**YOUR OBJECTIVE**
Pick out each line of the records in which the word "right" appears.

**DATA FOR THE TASK**
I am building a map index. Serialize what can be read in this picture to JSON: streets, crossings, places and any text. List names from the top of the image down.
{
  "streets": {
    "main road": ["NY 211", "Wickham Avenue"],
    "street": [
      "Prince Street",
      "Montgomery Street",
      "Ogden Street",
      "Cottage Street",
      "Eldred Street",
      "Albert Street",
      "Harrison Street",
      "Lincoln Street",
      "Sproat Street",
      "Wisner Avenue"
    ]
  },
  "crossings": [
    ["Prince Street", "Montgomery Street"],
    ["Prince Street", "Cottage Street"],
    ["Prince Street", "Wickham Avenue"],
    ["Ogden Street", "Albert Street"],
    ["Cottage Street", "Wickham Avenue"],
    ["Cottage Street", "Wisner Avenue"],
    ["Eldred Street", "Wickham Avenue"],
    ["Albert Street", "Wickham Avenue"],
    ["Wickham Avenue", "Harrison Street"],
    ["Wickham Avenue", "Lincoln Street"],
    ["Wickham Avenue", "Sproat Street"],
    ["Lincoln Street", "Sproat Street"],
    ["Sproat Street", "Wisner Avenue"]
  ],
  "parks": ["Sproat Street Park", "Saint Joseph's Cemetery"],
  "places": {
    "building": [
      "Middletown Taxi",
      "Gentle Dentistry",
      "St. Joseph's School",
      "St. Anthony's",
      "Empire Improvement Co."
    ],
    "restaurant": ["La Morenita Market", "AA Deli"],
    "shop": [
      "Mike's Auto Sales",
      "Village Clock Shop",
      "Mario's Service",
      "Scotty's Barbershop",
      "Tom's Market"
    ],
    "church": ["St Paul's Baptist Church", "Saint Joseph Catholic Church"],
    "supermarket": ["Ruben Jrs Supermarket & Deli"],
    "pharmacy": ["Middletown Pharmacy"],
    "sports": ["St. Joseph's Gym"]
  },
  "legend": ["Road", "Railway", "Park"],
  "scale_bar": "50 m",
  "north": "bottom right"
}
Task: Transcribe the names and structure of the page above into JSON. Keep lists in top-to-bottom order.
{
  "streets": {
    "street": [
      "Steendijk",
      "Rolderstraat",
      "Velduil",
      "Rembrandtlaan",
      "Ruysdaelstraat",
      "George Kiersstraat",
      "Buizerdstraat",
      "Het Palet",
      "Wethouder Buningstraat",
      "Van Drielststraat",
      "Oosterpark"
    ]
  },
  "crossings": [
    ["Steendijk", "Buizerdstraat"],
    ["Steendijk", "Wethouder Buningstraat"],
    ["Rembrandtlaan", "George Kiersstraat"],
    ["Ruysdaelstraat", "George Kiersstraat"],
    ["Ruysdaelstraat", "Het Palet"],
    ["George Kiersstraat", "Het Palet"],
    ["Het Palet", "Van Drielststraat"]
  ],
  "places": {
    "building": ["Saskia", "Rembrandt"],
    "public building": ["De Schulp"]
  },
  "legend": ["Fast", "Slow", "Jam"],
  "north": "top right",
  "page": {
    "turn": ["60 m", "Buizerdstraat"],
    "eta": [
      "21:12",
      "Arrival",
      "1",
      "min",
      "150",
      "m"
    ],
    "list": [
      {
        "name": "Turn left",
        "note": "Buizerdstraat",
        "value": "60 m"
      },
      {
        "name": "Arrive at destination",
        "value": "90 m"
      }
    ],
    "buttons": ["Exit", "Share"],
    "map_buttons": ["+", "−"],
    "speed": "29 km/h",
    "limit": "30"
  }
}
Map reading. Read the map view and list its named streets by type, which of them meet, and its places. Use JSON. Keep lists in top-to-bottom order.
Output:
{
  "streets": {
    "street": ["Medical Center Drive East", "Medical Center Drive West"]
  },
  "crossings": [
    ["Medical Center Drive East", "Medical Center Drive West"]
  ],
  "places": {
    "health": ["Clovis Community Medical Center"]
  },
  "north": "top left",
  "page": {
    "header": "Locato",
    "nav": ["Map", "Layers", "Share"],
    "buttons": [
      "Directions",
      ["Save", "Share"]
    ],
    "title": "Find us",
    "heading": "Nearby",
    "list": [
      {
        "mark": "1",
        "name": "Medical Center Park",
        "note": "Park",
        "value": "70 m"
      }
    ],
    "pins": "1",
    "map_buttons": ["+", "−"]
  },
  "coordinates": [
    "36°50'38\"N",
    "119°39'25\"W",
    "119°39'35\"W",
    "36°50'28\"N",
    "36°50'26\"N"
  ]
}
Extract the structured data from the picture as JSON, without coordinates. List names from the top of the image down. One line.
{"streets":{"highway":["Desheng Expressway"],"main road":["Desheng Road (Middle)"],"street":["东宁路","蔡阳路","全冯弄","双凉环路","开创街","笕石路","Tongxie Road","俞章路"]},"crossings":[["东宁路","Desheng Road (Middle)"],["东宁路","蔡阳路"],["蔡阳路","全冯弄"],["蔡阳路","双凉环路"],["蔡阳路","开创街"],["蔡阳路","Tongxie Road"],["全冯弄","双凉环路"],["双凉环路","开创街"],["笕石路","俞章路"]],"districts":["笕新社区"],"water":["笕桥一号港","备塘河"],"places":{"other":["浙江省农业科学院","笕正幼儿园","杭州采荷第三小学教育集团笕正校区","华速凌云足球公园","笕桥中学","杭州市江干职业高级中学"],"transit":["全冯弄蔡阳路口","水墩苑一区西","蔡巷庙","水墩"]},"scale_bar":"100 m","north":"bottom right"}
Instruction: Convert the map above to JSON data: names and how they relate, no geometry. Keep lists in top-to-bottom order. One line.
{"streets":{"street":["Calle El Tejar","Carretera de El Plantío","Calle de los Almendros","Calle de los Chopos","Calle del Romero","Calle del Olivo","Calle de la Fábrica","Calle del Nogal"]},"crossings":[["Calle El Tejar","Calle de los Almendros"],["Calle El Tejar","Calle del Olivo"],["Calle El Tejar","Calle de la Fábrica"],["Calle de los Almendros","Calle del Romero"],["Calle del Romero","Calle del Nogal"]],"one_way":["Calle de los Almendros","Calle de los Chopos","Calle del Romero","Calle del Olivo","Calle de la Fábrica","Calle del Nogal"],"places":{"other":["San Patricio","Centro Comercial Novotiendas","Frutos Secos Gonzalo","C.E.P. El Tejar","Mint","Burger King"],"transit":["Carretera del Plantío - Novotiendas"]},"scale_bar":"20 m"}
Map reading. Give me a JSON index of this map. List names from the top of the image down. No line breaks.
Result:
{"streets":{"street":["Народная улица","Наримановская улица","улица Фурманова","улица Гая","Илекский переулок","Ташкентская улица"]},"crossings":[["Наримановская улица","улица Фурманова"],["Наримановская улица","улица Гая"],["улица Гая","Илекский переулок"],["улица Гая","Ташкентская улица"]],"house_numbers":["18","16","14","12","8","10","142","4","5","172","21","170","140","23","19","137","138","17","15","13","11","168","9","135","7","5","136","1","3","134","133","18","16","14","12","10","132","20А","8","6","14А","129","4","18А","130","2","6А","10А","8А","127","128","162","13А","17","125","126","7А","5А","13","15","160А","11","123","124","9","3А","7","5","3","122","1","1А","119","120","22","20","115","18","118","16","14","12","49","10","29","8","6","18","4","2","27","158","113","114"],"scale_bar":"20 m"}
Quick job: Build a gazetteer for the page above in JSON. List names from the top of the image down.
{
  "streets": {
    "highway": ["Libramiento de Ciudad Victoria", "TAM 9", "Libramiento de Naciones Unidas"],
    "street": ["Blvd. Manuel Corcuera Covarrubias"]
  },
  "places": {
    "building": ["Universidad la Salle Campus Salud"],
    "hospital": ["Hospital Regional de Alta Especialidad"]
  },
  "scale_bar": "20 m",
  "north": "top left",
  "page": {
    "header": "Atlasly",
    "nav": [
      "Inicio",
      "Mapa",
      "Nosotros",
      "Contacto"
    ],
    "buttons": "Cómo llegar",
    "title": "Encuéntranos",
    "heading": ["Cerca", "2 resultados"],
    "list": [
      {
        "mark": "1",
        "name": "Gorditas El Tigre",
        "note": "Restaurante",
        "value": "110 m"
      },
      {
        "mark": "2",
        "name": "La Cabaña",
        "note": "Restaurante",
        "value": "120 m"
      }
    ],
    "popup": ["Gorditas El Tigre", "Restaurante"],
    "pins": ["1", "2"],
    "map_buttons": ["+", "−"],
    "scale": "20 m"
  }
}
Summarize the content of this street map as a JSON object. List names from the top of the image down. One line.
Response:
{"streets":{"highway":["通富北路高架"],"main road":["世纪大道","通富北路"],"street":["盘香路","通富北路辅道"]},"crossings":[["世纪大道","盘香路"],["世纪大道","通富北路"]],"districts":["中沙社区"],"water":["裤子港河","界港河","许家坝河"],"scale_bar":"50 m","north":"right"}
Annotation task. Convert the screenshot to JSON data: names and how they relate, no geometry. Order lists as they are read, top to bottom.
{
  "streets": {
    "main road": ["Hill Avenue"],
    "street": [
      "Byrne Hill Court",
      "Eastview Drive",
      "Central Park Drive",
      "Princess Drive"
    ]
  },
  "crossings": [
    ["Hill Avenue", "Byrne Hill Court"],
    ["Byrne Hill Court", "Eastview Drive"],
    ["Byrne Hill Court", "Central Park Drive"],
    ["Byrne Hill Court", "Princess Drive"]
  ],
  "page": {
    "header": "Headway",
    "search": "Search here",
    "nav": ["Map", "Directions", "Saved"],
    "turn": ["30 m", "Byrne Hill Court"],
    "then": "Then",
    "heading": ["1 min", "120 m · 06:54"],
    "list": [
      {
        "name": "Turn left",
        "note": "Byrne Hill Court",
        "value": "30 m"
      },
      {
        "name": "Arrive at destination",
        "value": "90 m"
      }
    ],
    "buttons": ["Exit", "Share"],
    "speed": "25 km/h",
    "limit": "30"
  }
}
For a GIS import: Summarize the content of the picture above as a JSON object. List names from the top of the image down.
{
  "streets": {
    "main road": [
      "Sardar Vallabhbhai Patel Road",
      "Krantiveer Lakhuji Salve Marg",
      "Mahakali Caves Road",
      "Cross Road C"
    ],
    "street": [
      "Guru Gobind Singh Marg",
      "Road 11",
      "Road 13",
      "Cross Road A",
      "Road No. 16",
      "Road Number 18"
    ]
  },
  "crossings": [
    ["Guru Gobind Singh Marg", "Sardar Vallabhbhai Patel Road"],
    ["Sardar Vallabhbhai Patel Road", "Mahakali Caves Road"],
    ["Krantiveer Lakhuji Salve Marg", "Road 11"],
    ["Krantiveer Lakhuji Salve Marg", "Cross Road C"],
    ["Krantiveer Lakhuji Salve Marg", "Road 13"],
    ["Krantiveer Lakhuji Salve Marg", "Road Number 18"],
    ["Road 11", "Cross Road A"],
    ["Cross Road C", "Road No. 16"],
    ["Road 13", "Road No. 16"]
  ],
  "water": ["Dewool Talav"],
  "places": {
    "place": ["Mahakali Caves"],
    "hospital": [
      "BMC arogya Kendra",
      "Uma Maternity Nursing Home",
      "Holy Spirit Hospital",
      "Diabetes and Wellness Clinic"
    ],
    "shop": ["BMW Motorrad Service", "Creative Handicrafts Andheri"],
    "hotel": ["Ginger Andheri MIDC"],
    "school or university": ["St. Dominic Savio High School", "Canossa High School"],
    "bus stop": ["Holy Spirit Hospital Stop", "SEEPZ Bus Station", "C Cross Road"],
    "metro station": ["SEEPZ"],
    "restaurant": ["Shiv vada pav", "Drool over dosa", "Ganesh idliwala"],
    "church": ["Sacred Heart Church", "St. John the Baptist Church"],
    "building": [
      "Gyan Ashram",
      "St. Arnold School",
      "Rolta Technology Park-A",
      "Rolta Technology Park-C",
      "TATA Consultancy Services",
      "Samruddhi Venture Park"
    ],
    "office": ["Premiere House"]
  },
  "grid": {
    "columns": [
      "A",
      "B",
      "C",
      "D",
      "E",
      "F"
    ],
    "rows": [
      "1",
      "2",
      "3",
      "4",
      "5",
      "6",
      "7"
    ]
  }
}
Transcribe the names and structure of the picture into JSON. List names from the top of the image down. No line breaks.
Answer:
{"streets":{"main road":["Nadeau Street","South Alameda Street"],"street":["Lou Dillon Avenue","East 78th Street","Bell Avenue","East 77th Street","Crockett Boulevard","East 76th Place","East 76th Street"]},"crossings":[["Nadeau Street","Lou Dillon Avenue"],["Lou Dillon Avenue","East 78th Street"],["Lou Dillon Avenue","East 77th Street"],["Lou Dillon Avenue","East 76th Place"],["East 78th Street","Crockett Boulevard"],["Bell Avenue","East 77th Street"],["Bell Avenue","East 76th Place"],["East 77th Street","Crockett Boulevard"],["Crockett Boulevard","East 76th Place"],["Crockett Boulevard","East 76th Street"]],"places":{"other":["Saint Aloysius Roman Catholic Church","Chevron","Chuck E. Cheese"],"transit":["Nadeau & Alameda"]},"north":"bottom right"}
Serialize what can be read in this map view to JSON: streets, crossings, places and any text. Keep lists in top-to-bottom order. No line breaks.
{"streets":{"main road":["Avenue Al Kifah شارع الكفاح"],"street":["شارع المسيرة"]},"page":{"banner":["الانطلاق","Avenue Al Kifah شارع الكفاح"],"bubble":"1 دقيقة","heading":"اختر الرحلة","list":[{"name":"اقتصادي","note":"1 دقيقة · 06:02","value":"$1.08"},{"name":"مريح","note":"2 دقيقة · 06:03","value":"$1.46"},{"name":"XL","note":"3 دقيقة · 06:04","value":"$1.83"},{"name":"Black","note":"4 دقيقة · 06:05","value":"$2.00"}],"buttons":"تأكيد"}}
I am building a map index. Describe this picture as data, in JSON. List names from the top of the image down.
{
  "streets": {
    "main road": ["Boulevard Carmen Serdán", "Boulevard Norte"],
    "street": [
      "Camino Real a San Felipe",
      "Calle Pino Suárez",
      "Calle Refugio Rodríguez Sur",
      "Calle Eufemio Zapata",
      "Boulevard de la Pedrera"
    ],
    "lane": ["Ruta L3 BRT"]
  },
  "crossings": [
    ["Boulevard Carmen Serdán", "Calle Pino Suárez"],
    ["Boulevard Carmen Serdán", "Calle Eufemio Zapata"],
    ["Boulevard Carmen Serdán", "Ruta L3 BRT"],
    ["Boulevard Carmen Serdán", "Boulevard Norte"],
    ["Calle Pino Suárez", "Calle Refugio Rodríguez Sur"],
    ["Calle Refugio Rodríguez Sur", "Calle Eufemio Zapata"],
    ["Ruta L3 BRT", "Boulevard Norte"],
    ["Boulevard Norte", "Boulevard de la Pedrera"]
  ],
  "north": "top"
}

**RESPONSE AREA**
  "north": "bottom right"
  "north": "top right",
{"streets":{"highway":["Desheng Expressway"],"main road":["Desheng Road (Middle)"],"street":["东宁路","蔡阳路","全冯弄","双凉环路","开创街","笕石路","Tongxie Road","俞章路"]},"crossings":[["东宁路","Desheng Road (Middle)"],["东宁路","蔡阳路"],["蔡阳路","全冯弄"],["蔡阳路","双凉环路"],["蔡阳路","开创街"],["蔡阳路","Tongxie Road"],["全冯弄","双凉环路"],["双凉环路","开创街"],["笕石路","俞章路"]],"districts":["笕新社区"],"water":["笕桥一号港","备塘河"],"places":{"other":["浙江省农业科学院","笕正幼儿园","杭州采荷第三小学教育集团笕正校区","华速凌云足球公园","笕桥中学","杭州市江干职业高级中学"],"transit":["全冯弄蔡阳路口","水墩苑一区西","蔡巷庙","水墩"]},"scale_bar":"100 m","north":"bottom right"}
{"streets":{"highway":["通富北路高架"],"main road":["世纪大道","通富北路"],"street":["盘香路","通富北路辅道"]},"crossings":[["世纪大道","盘香路"],["世纪大道","通富北路"]],"districts":["中沙社区"],"water":["裤子港河","界港河","许家坝河"],"scale_bar":"50 m","north":"right"}
{"streets":{"main road":["Nadeau Street","South Alameda Street"],"street":["Lou Dillon Avenue","East 78th Street","Bell Avenue","East 77th Street","Crockett Boulevard","East 76th Place","East 76th Street"]},"crossings":[["Nadeau Street","Lou Dillon Avenue"],["Lou Dillon Avenue","East 78th Street"],["Lou Dillon Avenue","East 77th Street"],["Lou Dillon Avenue","East 76th Place"],["East 78th Street","Crockett Boulevard"],["Bell Avenue","East 77th Street"],["Bell Avenue","East 76th Place"],["East 77th Street","Crockett Boulevard"],["Crockett Boulevard","East 76th Place"],["Crockett Boulevard","East 76th Street"]],"places":{"other":["Saint Aloysius Roman Catholic Church","Chevron","Chuck E. Cheese"],"transit":["Nadeau & Alameda"]},"north":"bottom right"}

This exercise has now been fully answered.